Directed By: Robert Kaylor
Starring: Gary Busey, Jodie Foster, Robbie Robertson
Tag line: "Where love is just another sucker's game"
Trivia: In Brazil this film was released as DEATH CIRCUS
Patch (Robbie Robertson) and Frankie (Gary Busey) have a good thing going. Workers with a traveling carnival, they operate the dunk cage, with Patch collecting the money out front while Frankie, wearing clown make-up, shouts insults from inside the cage, daring players to try and knock him into the water. Then, one night, 18-year-old Donna (Jodie Foster) walks into their lives.

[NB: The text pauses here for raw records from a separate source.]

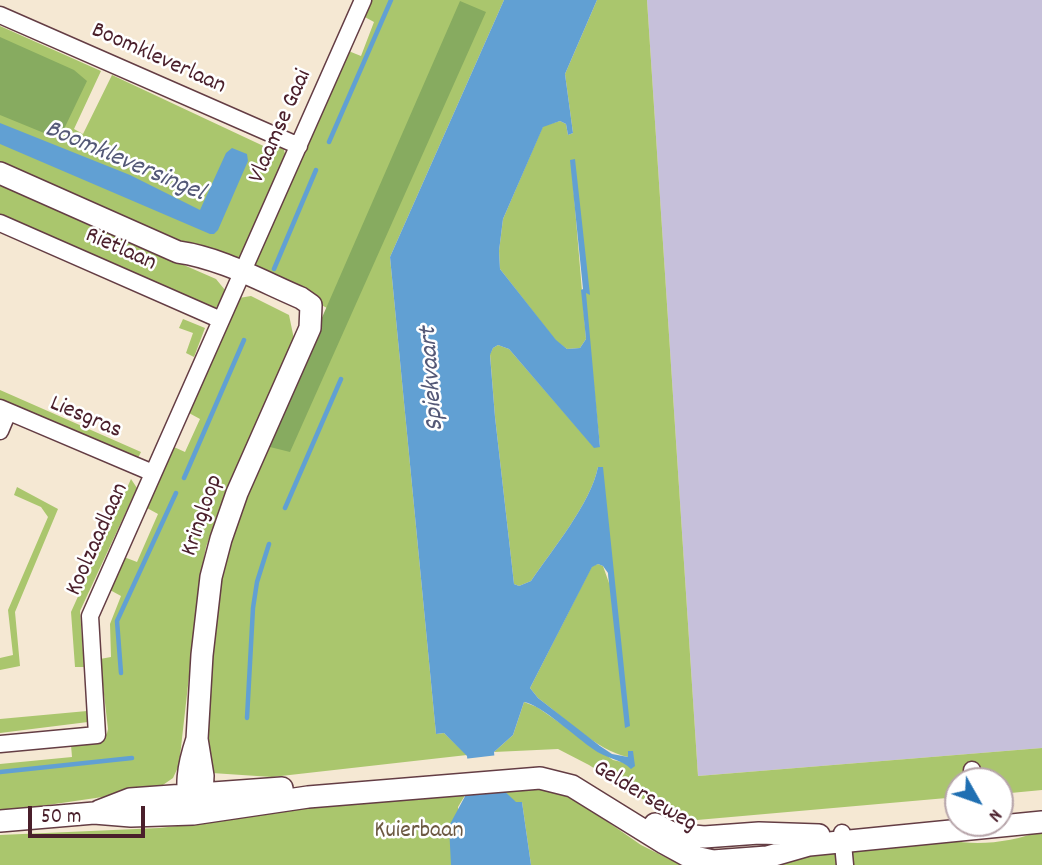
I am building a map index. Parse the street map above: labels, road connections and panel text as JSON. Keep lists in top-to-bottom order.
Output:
{
  "streets": {
    "street": [
      "Boomkleverlaan",
      "Vlaamse Gaai",
      "Rietlaan",
      "Liesgras",
      "Kringloop",
      "Koolzaadlaan",
      "Gelderseweg"
    ]
  },
  "crossings": [
    ["Boomkleverlaan", "Vlaamse Gaai"],
    ["Vlaamse Gaai", "Kringloop"],
    ["Vlaamse Gaai", "Koolzaadlaan"],
    ["Rietlaan", "Koolzaadlaan"],
    ["Liesgras", "Koolzaadlaan"],
    ["Kringloop", "Koolzaadlaan"],
    ["Kringloop", "Gelderseweg"]
  ],
  "water": ["Boomkleversingel", "Spiekvaart"],
  "parks": ["Kuierbaan"],
  "scale_bar": "50 m",
  "north": "bottom right"
}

Tired of her small town and sick of her domineering boyfriend (Craig Wasson), she decides to tag along with the carnival as it tours the south. Frankie, who’s starting to fall for Donna, is thrilled to have her around, while Patch is concerned that she might get in the way. To prove her worth, Donna takes a job as an exotic dancer in the “Cooch show” (which ends badly), then helps out Gerta (Meg Foster) in one of the carnival’s many game booths. But when a crime boss named Marvin Dill (Bill McKinney) tries to extort money from Patch and the carnival’s manager, Heavy St. John (Kenneth McMillan), it threatens to put their entire operation out of business.
Directed by Robbie Kaylor, 1980’s Carny works well as a drama, showing how Donna’s arrival has put a strain on Patch and Frankie’s decade-long partnership; and features some good performances from its main cast, especially Busey as the kind, somewhat naïve Frankie, who transforms into the biggest jerk around when he climbs into the dunk cage (the abuse he heaps on players occasionally hits a nerve, causing some of them to try to attack him). Among the supporting players, Elisha Cook Jr is frantic and hilarious as the unhinged carny worker known as “On-Your-Mark”, who has spent 50 years of his life on the road, while Kenneth McMillan’s Heavy St. John is a no-nonsense supervisor who spends most of his time bribing local officials and fighting with bureaucrats who attempt to shut them down (every stop on their tour presents a new challenge, and a new group of politicians looking for a handout).
But where Carny truly excels is in its depiction of carnival life, most of which involves trying to bilk patrons out of their hard-earned cash; one of the first things Gerta teaches Donna is how to flirt with the customers to ensure they keep on playing. And with actual circus performers like The Alligator Man (Emmet Bejano) and the Monkey Woman (Percilla Bejano) joining in on the fun, Carny has a bit in common with Tod Browning’s Freaks, including how life on the road forges a bond between the carny folk, who sometimes go to great lengths to protect their own.
A raw, sometimes edgy portrayal of what goes on behind the scenes of a traveling carnival, Carny shines a light on a way of life that, even in 1980, was beginning to fade away.